Nei suoi saluti iniziali Joseph Lemoine, Direttore del Freedom and Prosperity Center dell’Atlantic Council, ha ringraziato i partecipanti e illustrato i passi che hanno portato alla stesura del rapporto Changing the conversation about religious freedom, che evidenzia come le restrizioni alla libertà religiosa abbiano impatto concreto sull’accesso all’assistenza sanitaria, all’istruzione, al cibo, ai servizi essenziali e al lavoro dignitoso, ostacolando così il pieno sviluppo delle comunità.

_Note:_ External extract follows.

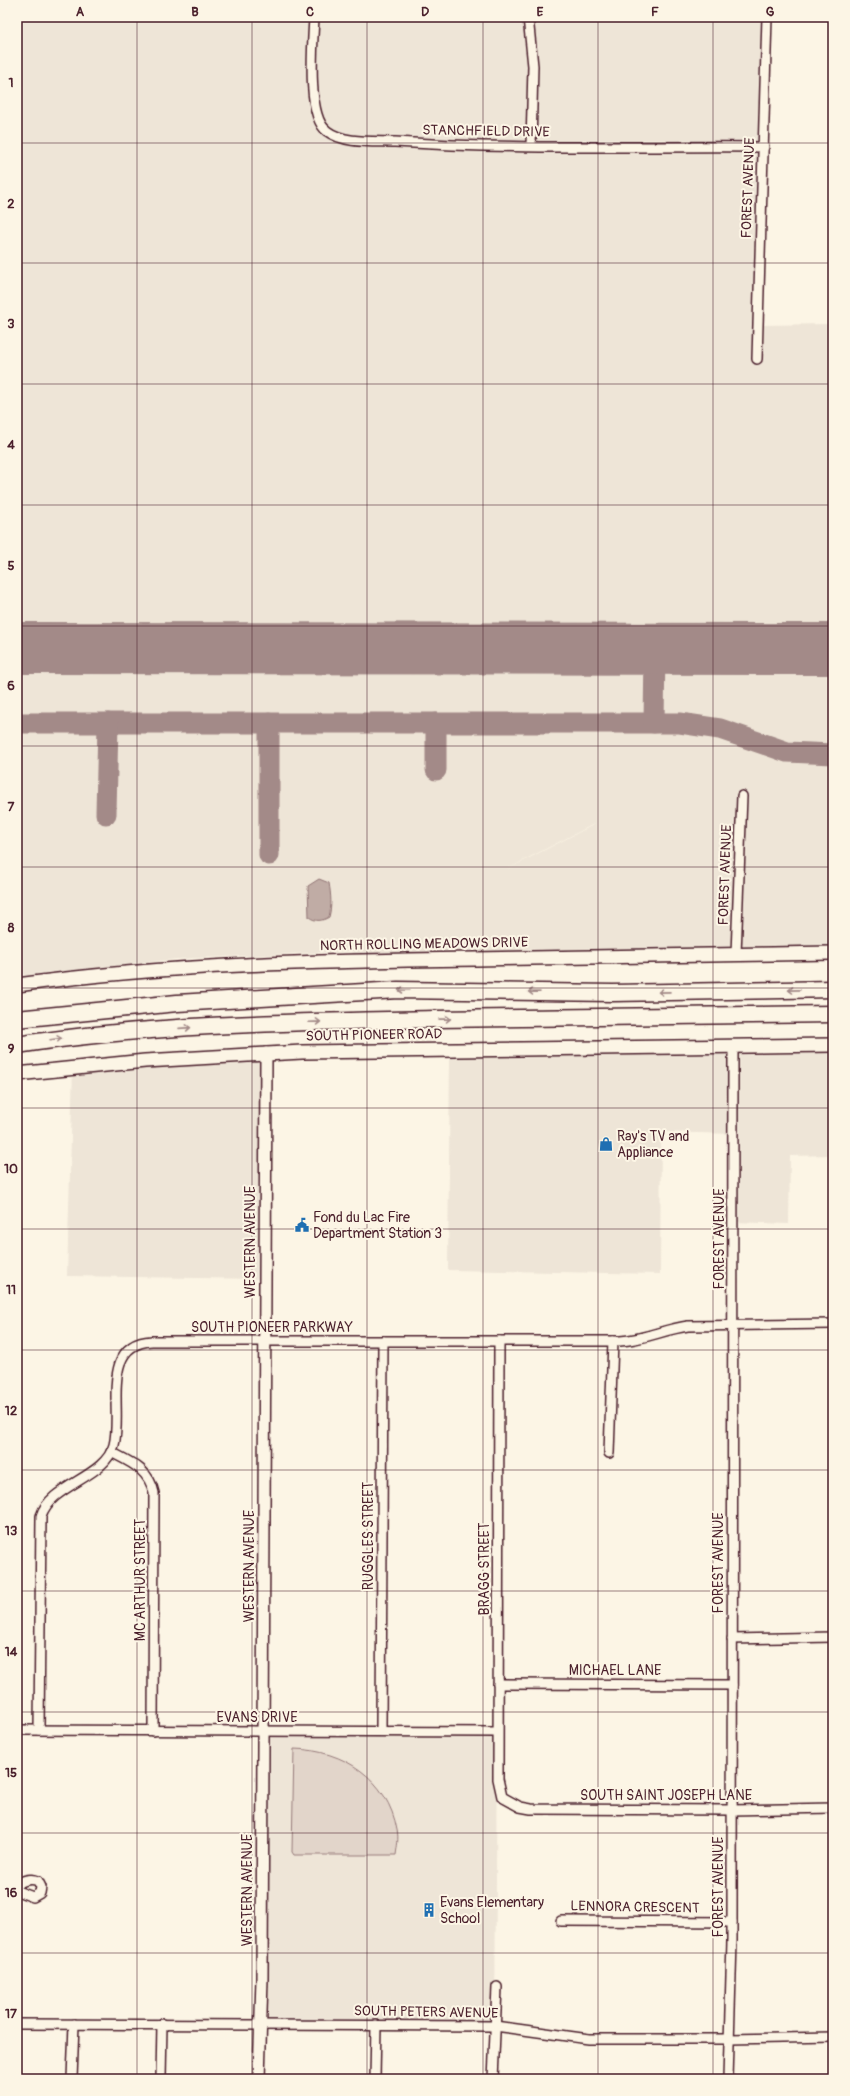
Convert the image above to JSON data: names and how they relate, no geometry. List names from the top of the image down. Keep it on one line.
{"streets":{"main road":["NORTH ROLLING MEADOWS DRIVE","SOUTH PIONEER ROAD"],"street":["STANCHFIELD DRIVE","FOREST AVENUE","WESTERN AVENUE","SOUTH PIONEER PARKWAY","RUGGLES STREET","BRAGG STREET","MC ARTHUR STREET","MICHAEL LANE","EVANS DRIVE","SOUTH SAINT JOSEPH LANE","LENNORA CRESCENT","SOUTH PETERS AVENUE"]},"crossings":[["STANCHFIELD DRIVE","FOREST AVENUE"],["FOREST AVENUE","NORTH ROLLING MEADOWS DRIVE"],["FOREST AVENUE","SOUTH PIONEER ROAD"],["FOREST AVENUE","SOUTH PIONEER PARKWAY"],["FOREST AVENUE","MICHAEL LANE"],["FOREST AVENUE","SOUTH SAINT JOSEPH LANE"],["FOREST AVENUE","LENNORA CRESCENT"],["FOREST AVENUE","SOUTH PETERS AVENUE"],["SOUTH PIONEER ROAD","WESTERN AVENUE"],["WESTERN AVENUE","SOUTH PIONEER PARKWAY"],["WESTERN AVENUE","EVANS DRIVE"],["WESTERN AVENUE","SOUTH PETERS AVENUE"],["SOUTH PIONEER PARKWAY","RUGGLES STREET"],["SOUTH PIONEER PARKWAY","BRAGG STREET"],["SOUTH PIONEER PARKWAY","MC ARTHUR STREET"],["RUGGLES STREET","EVANS DRIVE"],["BRAGG STREET","MICHAEL LANE"],["BRAGG STREET","EVANS DRIVE"],["BRAGG STREET","SOUTH SAINT JOSEPH LANE"],["MC ARTHUR STREET","EVANS DRIVE"]],"places":{"shop":["Ray's TV and Appliance"],"public building":["Fond du Lac Fire Department Station 3"],"building":["Evans Elementary School"]},"grid":{"columns":["A","B","C","D","E","F","G"],"rows":["1","2","3","4","5","6","7","8","9","10","11","12","13","14","15","16","17"]}}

Moderata dal prof. Fabio Petito, docente di religione e affari internazionali alla University of Sussex, alla tavola rotonda ha preso parte mons. Daniel Pacho, Sottosegretario per il Settore Multilaterale della Segreteria di Stato della Santa Sede, che ha sottolineato come “lo sviluppo umano integrale offre un quadro di riferimento per promuovere la libertà religiosa e di credo, affrontando al contempo le sfide interconnesse della povertà, della discriminazione, dei conflitti e del degrado ambientale, che spesso ne compromettono l’effettiva tutela”.
La tavola rotonda ha coinvolto anche Sir Malcolm Evans, Preside al Regent’s Park College, Università di Oxford; Mohammed Elsanousi, Commissario Commissario USCIRF – United States Commission on International Religious Freedom e Direttore del Network for Religious and Traditional Peacemakers; Rita Moussalem, direttrice del Centro per il dialogo interreligioso del movimento dei Focolari; Adam Seligman, professore di religione all’Università di Boston e fondare del CEDAR – Communities Engaging with Difference and Religion. I lavori sono stati chiusi da Scott Appleby, Professore Keough-Hesburgh di Affari Globali e Preside fondatore della Keough School of Global Affairs, Università di Notre Dame.